This is according to the latest joint study by the United Nations Economic and Social Commission for Asia and the Pacific (ESCAP) and the Association of Southeast Asian Nations (ASEAN).
Launched at the 34th meeting of the ASEAN committee on disaster management, the study - ‘Ready for the dry years' - offers analysis on the principal risks in the region.
"The study is released against the backdrop of the ongoing drought in almost all countries in south-east Asia with social and economic impacts already being felt very strongly in Cambodia, the Philippines, Thailand and Vietnam," the partners to the study note.
"The cumulative impacts of drought in the region strikes hardest at the poor and heightens inequality, as well as degrades land and increases the prospects of violent conflict.
"Droughts can also be particularly damaging in countries where many people rely on agriculture for primary employment (61% in Lao, 41% in Vietnam, 31% in Indonesia, 27% in Cambodia and 26% in the Philippines).  
"Over the past 30 years, droughts have affected over 66 million people in the region. However, due to their slow-onset, droughts are often under-reported and under-monitored, resulting in conservative estimates on its impact in the region. The study points out that the future could be even worse.

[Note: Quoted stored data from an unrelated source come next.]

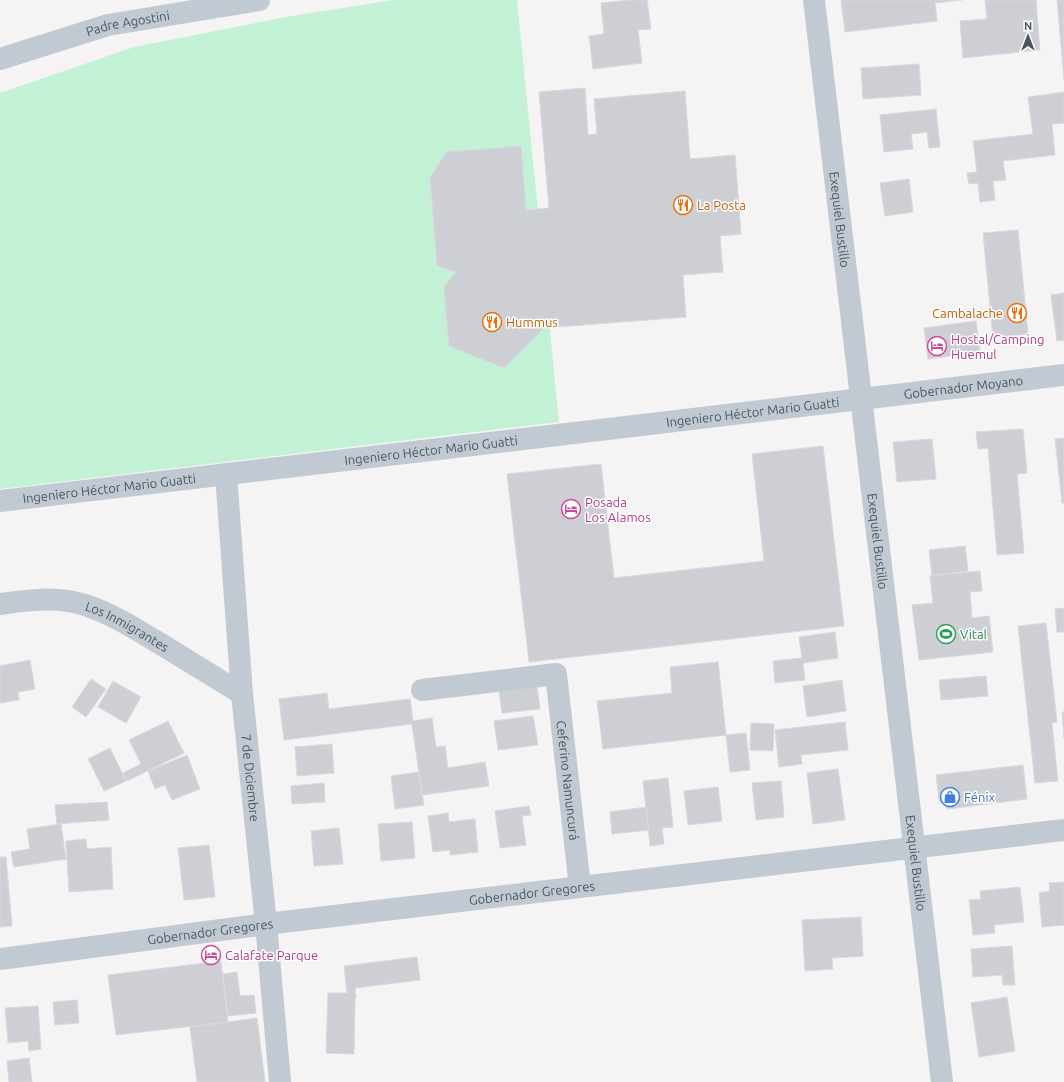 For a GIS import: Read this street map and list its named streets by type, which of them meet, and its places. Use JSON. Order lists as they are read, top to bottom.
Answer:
{
  "streets": {
    "street": [
      "Padre Agostini",
      "Exequiel Bustillo",
      "Gobernador Moyano",
      "Ingeniero Héctor Mario Guatti",
      "Los Inmigrantes",
      "7 de Diciembre",
      "Ceferino Namuncurá",
      "Gobernador Gregores"
    ]
  },
  "crossings": [
    ["Exequiel Bustillo", "Gobernador Moyano"],
    ["Exequiel Bustillo", "Ingeniero Héctor Mario Guatti"],
    ["Exequiel Bustillo", "Gobernador Gregores"],
    ["Gobernador Moyano", "Ingeniero Héctor Mario Guatti"],
    ["Ingeniero Héctor Mario Guatti", "7 de Diciembre"],
    ["Los Inmigrantes", "7 de Diciembre"],
    ["7 de Diciembre", "Gobernador Gregores"],
    ["Ceferino Namuncurá", "Gobernador Gregores"]
  ],
  "places": {
    "restaurant": ["La Posta", "Cambalache", "Hummus"],
    "hotel": ["Hostal/Camping Huemul", "Posada Los Alamos", "Calafate Parque"],
    "sports": ["Vital"],
    "shop": ["Fénix"]
  },
  "north": "top"
} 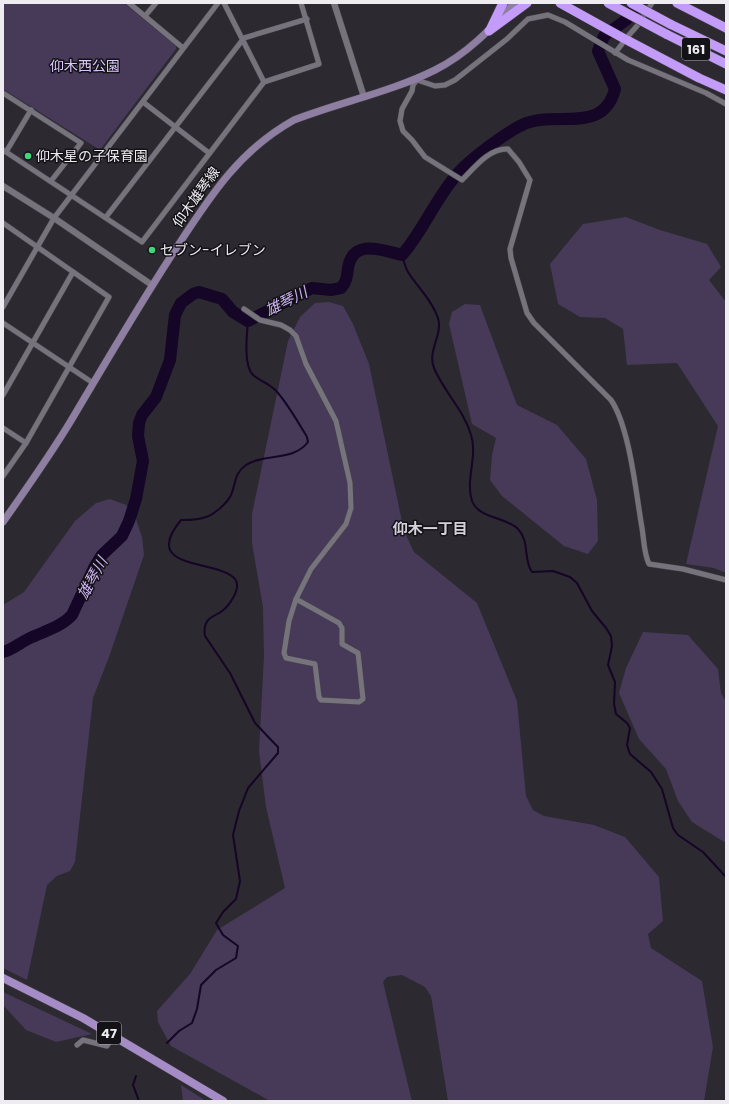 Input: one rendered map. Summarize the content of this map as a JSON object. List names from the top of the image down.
{
  "streets": {
    "highway": ["161"],
    "main road": ["仰木雄琴線", "47"]
  },
  "districts": ["仰木一丁目"],
  "water": ["雄琴川"],
  "parks": ["仰木西公園"],
  "places": ["仰木星の子保育園", "セブン-イレブン"]
} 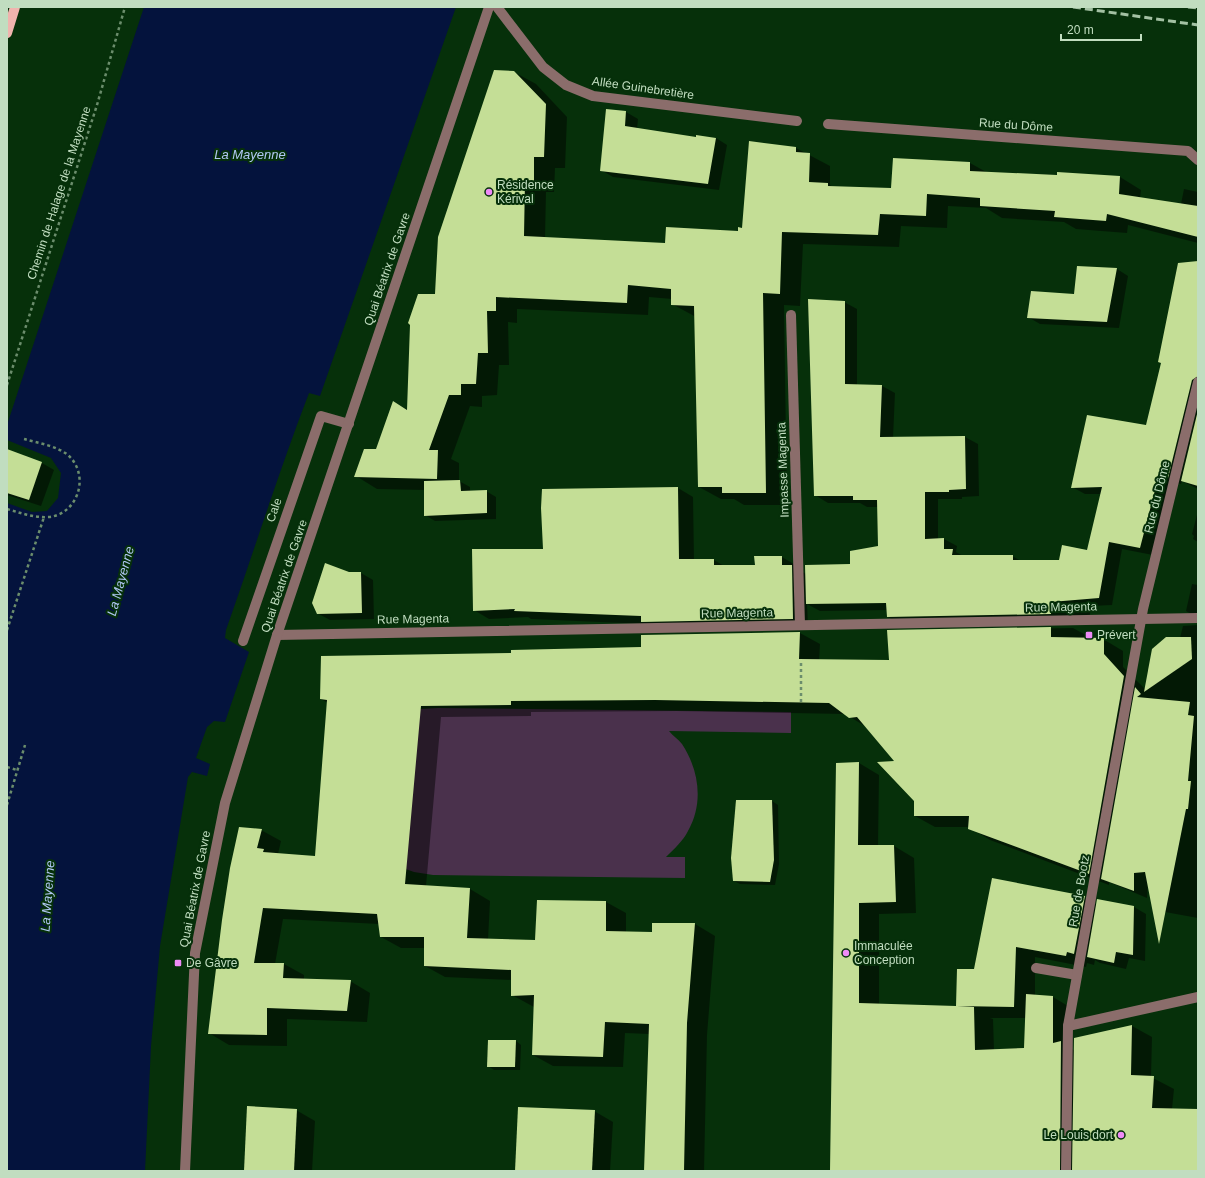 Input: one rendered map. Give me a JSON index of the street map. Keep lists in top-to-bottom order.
{
  "streets": {
    "street": [
      "Allée Guinebretière",
      "Rue du Dôme",
      "Quai Béatrix de Gavre",
      "Impasse Magenta",
      "Cale",
      "Rue Magenta",
      "Rue de Bootz"
    ],
    "path": ["Chemin de Halage de la Mayenne"]
  },
  "crossings": [
    ["Rue du Dôme", "Rue Magenta"],
    ["Rue du Dôme", "Rue de Bootz"],
    ["Quai Béatrix de Gavre", "Cale"],
    ["Quai Béatrix de Gavre", "Rue Magenta"],
    ["Impasse Magenta", "Rue Magenta"],
    ["Rue Magenta", "Rue de Bootz"]
  ],
  "water": ["La Mayenne"],
  "places": {
    "other": ["Résidence Kérival", "Immaculée Conception", "Le Louis dort"],
    "transit": ["Prévert", "De Gâvre"]
  },
  "scale_bar": "20 m"
} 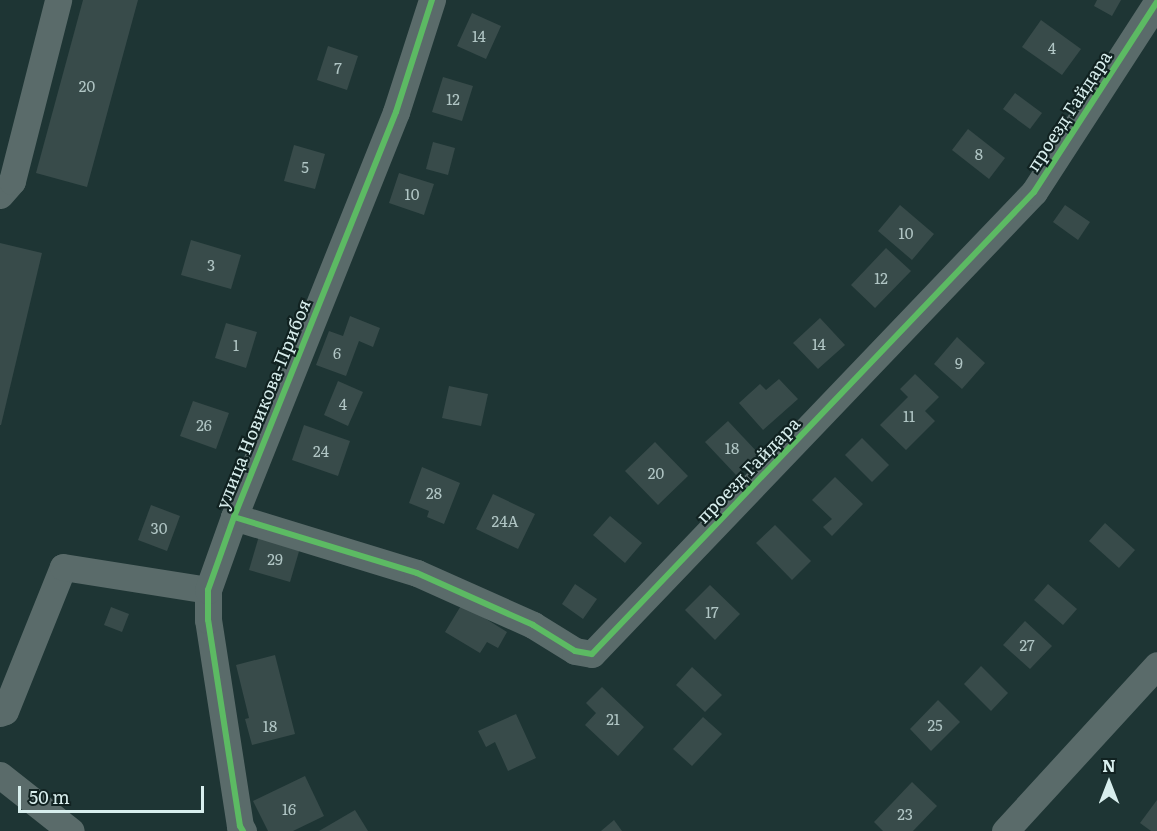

With climate change, many more areas are likely to experience extreme conditions with severe consequences."
UN official Armida Alisjahbana says that more dry years are inevitable, but more suffering is not. 
"Timely interventions now can reduce the impacts of drought, protect the poorest communities and foster more harmonious societies," Alisjahbana said.
The report partners say that increasing resilience to drought will require much better forecasting and more efficient forms of response, at both national and regional levels. ‘Ready for the dry years' proposes three priority areas of intervention for ESCAP and ASEAN - strengthening drought risk assessment and early warning services, fostering risk financing instruments that can insure communities against slow-onset droughts and lastly, enhancing people's capacities to adapt to drought.
"The priority areas of intervention highlighted in this report will contribute to the development of policy responses to mitigate the impact of future drought and eventually will strengthen efforts on building the ASEAN Community that is resilient to drought," ASEAN secretary-general Dato Lim Jock Hoi said.